** DATA PROVIDED follows **
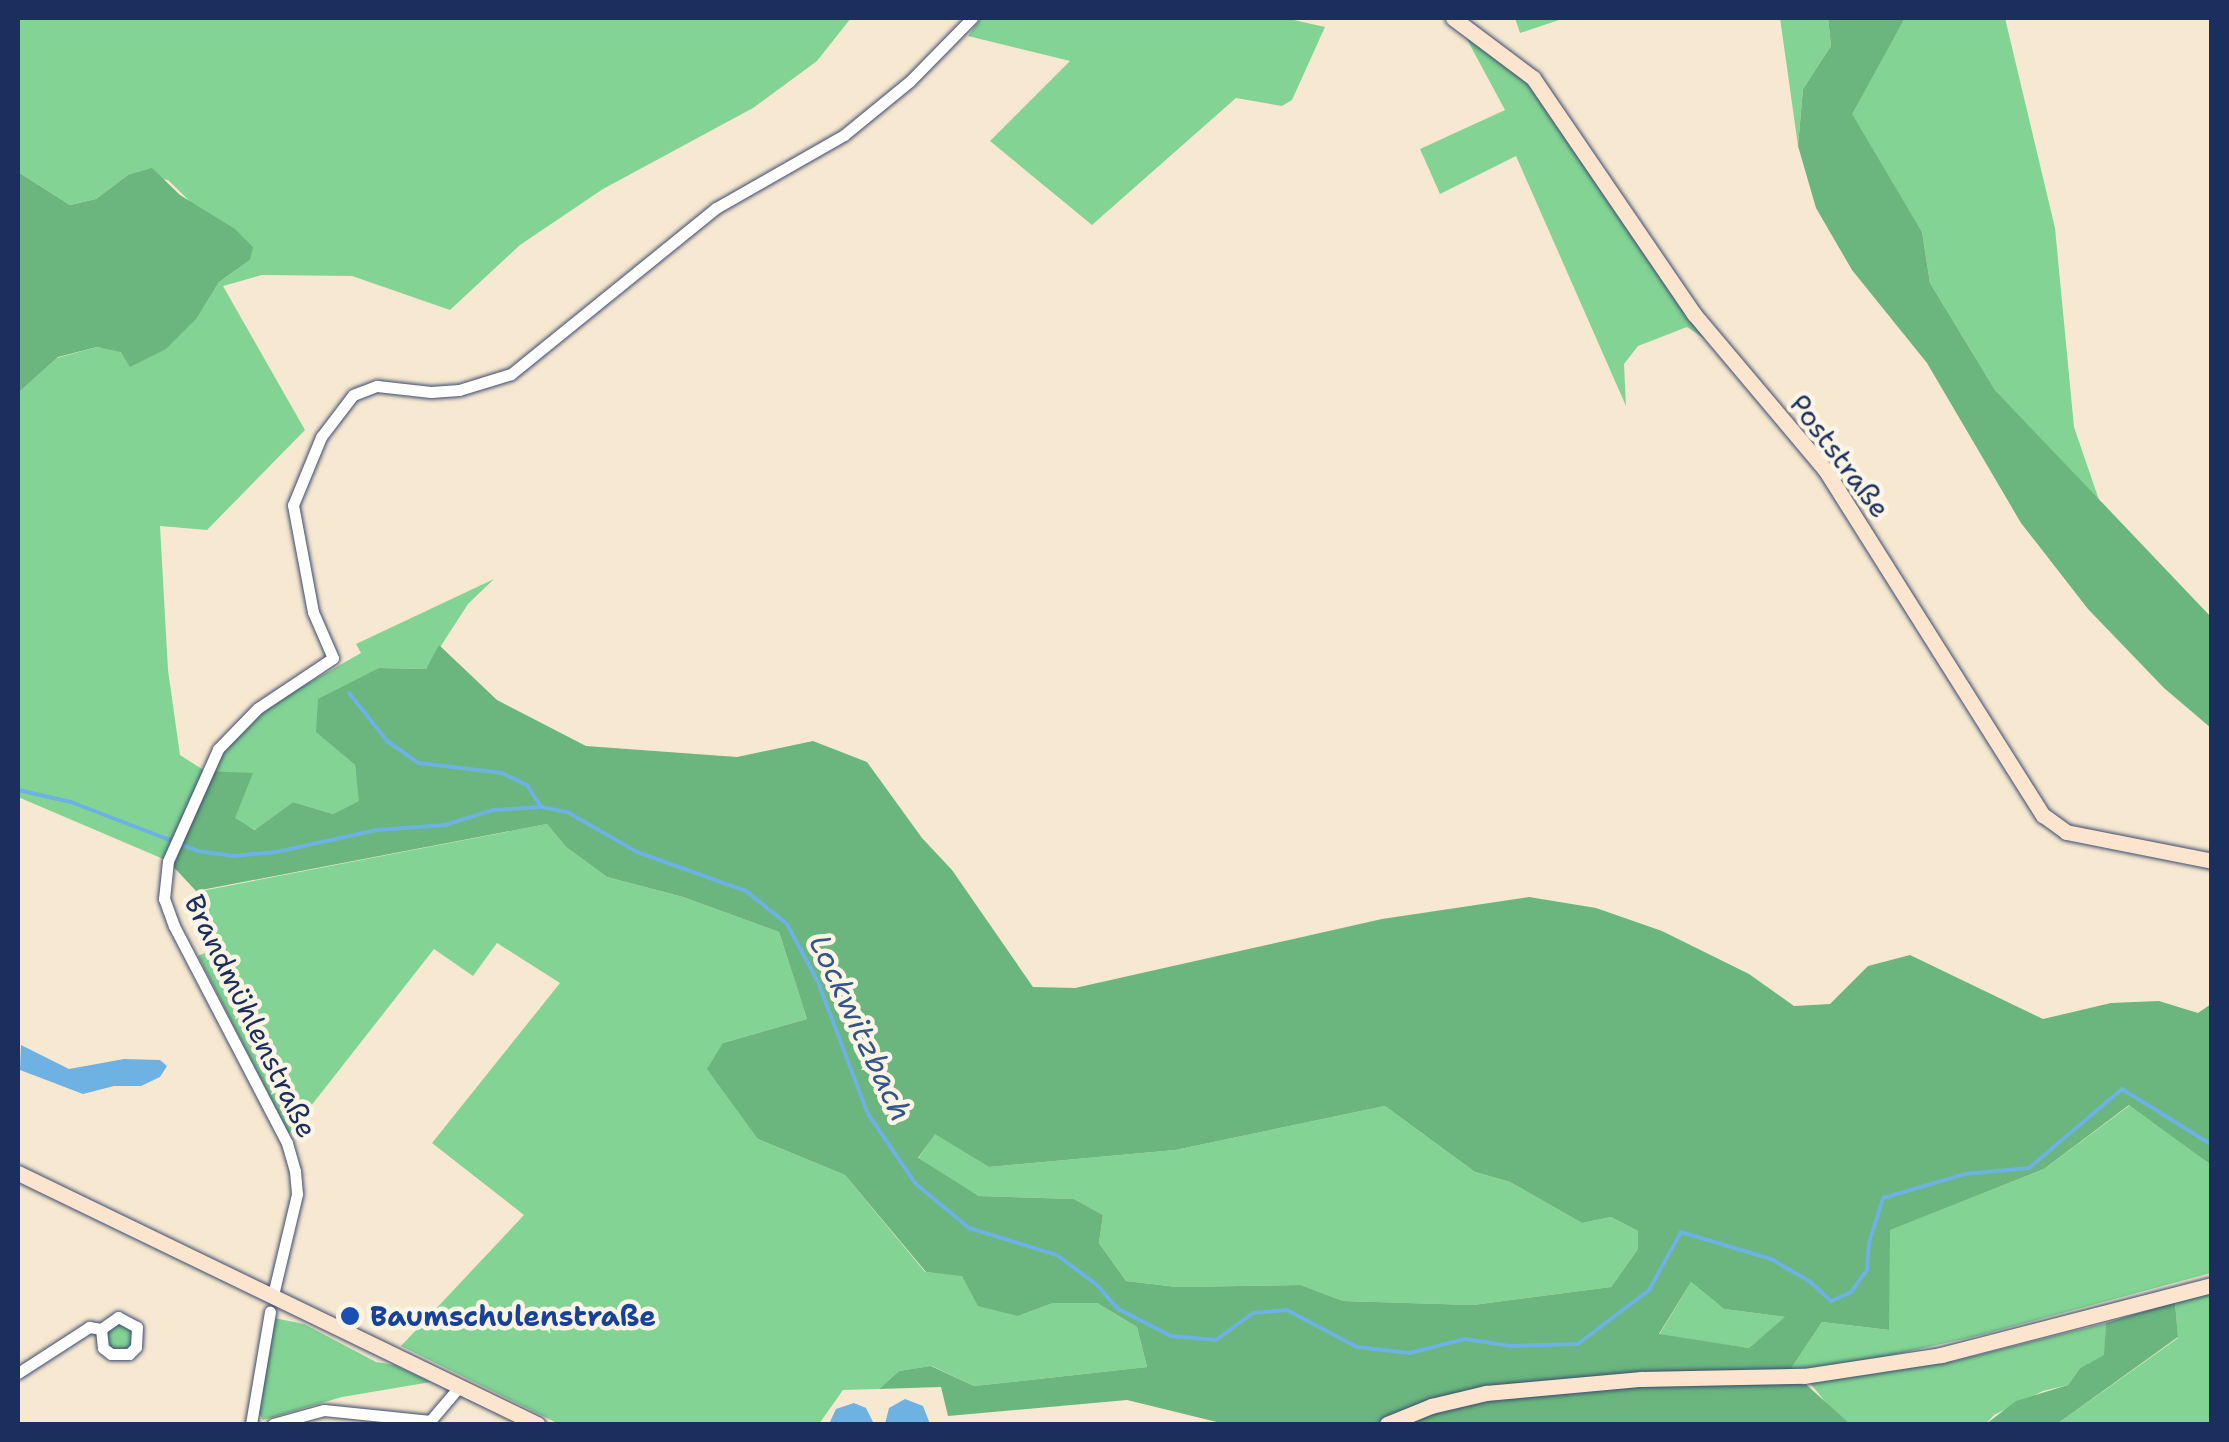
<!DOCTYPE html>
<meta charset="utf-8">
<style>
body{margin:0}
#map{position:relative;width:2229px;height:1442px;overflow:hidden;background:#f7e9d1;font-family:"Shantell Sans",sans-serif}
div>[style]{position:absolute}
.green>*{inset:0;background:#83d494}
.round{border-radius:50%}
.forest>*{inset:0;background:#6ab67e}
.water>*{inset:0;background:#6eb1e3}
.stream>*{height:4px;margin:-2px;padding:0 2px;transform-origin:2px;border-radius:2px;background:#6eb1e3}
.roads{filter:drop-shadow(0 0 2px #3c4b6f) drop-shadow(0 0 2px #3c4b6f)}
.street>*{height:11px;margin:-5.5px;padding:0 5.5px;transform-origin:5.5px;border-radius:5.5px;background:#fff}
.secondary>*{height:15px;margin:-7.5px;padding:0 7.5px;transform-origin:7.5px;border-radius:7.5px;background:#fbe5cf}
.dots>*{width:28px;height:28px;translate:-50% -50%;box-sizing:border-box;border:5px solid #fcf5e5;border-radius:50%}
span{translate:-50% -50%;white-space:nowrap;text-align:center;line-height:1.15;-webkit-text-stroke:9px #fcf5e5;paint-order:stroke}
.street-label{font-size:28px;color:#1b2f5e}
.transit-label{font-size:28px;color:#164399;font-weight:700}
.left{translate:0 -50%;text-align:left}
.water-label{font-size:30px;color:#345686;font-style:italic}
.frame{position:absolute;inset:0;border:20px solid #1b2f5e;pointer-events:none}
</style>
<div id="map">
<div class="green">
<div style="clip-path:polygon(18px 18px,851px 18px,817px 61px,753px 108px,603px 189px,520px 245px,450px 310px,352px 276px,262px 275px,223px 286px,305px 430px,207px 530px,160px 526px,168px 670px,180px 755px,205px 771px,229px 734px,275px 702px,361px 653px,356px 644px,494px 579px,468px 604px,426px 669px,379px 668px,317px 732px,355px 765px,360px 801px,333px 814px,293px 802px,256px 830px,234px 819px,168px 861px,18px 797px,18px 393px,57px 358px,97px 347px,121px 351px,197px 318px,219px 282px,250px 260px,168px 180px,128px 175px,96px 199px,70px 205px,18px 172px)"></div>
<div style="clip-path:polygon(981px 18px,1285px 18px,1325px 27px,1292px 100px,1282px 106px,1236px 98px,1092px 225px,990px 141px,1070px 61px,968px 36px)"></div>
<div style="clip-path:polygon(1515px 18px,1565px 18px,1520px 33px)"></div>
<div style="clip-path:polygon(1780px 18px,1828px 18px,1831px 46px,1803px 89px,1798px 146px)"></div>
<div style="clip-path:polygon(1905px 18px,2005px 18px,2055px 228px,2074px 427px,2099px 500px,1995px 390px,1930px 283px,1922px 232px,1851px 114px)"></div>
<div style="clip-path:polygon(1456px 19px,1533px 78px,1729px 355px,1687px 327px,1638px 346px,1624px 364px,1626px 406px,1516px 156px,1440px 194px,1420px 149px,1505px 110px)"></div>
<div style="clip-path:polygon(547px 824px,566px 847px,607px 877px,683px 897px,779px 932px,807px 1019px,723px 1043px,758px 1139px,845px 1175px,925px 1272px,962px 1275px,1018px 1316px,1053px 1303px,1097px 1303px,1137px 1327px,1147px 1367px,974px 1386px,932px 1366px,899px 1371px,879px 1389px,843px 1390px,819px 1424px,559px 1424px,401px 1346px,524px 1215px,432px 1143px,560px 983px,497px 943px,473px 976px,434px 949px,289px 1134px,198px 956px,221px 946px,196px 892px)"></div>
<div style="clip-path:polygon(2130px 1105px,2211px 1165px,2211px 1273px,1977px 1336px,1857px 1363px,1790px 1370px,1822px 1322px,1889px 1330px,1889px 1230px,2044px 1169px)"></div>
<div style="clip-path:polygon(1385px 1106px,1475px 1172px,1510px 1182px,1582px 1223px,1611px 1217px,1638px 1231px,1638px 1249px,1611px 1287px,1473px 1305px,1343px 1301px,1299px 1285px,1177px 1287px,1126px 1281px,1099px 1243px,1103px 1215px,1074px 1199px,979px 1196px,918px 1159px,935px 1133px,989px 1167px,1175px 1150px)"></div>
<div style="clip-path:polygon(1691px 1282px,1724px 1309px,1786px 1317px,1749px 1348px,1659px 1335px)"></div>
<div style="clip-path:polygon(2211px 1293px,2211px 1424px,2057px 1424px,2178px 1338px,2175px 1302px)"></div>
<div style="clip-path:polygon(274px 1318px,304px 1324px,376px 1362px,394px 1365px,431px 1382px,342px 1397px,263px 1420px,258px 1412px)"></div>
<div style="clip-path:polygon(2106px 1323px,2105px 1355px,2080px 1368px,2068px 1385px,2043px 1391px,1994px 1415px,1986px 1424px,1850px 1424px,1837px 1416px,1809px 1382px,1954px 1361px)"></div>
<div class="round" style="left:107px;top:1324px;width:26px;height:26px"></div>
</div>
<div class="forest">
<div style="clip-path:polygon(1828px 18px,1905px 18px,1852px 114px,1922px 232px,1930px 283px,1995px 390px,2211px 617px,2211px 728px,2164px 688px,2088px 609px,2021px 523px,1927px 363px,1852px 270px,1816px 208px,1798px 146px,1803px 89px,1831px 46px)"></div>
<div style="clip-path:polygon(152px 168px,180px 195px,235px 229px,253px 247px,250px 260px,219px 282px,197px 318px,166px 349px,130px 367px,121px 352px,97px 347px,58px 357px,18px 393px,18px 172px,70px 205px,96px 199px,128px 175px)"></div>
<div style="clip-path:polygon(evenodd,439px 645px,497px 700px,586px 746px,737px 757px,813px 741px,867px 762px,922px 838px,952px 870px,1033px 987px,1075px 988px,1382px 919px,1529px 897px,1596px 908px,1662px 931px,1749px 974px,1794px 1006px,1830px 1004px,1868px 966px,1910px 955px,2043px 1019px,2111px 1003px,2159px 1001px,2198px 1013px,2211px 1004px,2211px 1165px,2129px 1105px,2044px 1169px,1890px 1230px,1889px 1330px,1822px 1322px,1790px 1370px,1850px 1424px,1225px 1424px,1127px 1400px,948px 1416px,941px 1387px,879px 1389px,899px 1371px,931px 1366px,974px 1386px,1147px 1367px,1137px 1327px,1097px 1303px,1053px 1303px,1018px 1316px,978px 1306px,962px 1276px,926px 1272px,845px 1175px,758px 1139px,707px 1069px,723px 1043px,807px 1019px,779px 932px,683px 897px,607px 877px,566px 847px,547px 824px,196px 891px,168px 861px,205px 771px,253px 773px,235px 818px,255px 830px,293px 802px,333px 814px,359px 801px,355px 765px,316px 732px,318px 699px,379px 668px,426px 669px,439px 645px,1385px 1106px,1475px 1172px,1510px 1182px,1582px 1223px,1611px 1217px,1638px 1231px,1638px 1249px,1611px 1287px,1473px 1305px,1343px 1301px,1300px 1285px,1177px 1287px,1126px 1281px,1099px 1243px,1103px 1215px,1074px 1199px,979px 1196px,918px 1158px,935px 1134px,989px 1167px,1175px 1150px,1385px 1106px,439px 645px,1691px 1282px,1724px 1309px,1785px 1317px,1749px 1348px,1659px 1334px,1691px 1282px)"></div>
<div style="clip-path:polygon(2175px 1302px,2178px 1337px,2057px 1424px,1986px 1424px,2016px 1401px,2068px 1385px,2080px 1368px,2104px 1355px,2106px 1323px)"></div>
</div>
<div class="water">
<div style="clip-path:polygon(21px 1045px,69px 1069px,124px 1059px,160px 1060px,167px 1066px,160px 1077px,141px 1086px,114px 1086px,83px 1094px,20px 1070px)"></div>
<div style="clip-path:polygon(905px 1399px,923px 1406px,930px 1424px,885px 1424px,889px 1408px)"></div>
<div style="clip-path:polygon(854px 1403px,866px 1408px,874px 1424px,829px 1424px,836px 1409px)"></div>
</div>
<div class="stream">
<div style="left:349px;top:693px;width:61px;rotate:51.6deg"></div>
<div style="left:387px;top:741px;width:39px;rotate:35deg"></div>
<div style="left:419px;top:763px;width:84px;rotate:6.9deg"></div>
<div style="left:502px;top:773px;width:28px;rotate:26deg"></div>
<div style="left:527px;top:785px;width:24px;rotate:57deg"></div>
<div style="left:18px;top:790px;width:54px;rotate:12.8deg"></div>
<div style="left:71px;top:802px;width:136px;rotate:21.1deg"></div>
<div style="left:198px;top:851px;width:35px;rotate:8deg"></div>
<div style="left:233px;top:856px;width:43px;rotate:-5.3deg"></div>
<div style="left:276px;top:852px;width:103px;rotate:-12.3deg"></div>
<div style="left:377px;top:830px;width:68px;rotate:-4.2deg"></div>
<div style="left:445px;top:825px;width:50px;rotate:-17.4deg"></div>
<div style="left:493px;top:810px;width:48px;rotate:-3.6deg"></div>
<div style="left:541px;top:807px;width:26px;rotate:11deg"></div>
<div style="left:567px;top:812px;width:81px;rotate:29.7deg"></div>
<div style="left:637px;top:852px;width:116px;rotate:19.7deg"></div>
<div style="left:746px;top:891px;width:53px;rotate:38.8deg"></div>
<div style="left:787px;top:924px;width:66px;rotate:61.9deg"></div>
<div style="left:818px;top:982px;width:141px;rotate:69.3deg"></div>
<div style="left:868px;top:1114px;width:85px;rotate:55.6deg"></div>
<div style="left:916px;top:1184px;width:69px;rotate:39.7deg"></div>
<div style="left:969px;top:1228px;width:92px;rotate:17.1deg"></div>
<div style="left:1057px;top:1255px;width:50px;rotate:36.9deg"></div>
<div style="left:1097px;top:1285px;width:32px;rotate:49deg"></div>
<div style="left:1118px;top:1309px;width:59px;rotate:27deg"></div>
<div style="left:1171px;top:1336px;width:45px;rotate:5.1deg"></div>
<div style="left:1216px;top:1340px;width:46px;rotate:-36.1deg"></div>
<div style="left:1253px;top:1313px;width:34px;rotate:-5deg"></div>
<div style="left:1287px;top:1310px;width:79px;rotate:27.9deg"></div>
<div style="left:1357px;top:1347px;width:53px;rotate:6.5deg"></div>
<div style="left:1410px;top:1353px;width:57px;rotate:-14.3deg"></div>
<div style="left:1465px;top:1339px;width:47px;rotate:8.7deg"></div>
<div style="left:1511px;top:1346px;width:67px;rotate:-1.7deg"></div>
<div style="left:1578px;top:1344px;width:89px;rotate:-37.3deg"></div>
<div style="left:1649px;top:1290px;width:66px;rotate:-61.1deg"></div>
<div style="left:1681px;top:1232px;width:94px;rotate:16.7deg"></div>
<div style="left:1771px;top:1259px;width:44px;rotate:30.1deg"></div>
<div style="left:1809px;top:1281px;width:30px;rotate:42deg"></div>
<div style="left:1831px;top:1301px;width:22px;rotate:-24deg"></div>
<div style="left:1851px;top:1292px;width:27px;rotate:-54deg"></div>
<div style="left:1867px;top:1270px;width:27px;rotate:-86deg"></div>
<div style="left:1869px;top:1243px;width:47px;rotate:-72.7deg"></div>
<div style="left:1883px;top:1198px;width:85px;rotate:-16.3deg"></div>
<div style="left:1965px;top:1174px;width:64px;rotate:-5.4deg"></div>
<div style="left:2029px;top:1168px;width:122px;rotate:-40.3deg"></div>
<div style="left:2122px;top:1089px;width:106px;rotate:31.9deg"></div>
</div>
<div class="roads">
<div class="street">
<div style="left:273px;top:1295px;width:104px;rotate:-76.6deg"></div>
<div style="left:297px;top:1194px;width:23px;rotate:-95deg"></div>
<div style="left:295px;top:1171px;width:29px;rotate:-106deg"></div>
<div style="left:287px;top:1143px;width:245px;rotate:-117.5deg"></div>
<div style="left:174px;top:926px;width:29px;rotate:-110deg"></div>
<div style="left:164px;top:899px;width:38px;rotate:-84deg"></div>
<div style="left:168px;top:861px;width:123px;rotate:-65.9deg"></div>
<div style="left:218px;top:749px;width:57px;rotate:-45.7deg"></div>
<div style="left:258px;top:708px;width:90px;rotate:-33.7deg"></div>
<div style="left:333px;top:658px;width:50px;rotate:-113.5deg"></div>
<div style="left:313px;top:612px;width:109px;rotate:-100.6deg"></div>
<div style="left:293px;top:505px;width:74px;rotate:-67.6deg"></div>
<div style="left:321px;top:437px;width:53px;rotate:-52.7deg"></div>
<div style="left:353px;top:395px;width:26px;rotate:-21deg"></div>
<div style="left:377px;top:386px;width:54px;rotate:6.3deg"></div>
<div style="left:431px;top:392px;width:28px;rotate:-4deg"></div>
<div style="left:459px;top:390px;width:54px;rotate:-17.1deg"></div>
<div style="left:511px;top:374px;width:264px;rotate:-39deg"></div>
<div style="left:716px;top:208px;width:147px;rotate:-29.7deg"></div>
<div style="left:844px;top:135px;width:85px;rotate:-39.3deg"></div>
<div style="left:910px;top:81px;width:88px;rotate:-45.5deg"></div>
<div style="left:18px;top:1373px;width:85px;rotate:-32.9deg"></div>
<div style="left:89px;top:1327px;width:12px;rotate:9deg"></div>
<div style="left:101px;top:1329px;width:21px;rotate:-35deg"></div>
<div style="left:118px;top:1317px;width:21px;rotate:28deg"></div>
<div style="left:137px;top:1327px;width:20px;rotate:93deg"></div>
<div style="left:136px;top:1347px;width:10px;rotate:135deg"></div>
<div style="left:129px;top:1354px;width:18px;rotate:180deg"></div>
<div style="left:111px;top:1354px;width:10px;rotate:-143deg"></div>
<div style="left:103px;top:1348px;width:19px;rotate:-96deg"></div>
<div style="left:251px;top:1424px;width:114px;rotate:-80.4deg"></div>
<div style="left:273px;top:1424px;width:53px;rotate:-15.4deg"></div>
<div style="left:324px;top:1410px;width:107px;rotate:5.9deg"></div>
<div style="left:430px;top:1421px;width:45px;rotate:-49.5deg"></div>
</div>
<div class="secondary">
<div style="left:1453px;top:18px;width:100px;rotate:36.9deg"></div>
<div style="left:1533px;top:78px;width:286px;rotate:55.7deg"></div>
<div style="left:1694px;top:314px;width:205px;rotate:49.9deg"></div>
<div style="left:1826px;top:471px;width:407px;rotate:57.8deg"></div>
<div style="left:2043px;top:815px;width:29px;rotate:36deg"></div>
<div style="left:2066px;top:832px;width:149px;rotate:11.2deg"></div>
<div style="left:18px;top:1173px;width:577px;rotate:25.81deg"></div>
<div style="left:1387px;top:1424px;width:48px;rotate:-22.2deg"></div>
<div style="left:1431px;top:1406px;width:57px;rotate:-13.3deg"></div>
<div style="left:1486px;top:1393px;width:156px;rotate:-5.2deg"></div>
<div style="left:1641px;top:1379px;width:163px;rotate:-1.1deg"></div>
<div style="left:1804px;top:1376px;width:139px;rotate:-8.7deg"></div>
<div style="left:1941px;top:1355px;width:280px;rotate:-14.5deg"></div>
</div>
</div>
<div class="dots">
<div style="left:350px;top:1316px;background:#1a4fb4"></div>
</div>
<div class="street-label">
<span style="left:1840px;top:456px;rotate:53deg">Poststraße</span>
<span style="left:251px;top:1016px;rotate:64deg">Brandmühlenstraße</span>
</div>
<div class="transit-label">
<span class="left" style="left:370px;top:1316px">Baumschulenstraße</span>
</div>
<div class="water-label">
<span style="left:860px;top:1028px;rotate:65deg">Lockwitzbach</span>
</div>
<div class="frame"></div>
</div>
** End of DATA PROVIDED **
• [WHAT YOU SHOULD DO] Give the number of lines in the records where the word "frame" shows up. Nothing else belongs in the reply.

• [FINISHED TASK] 2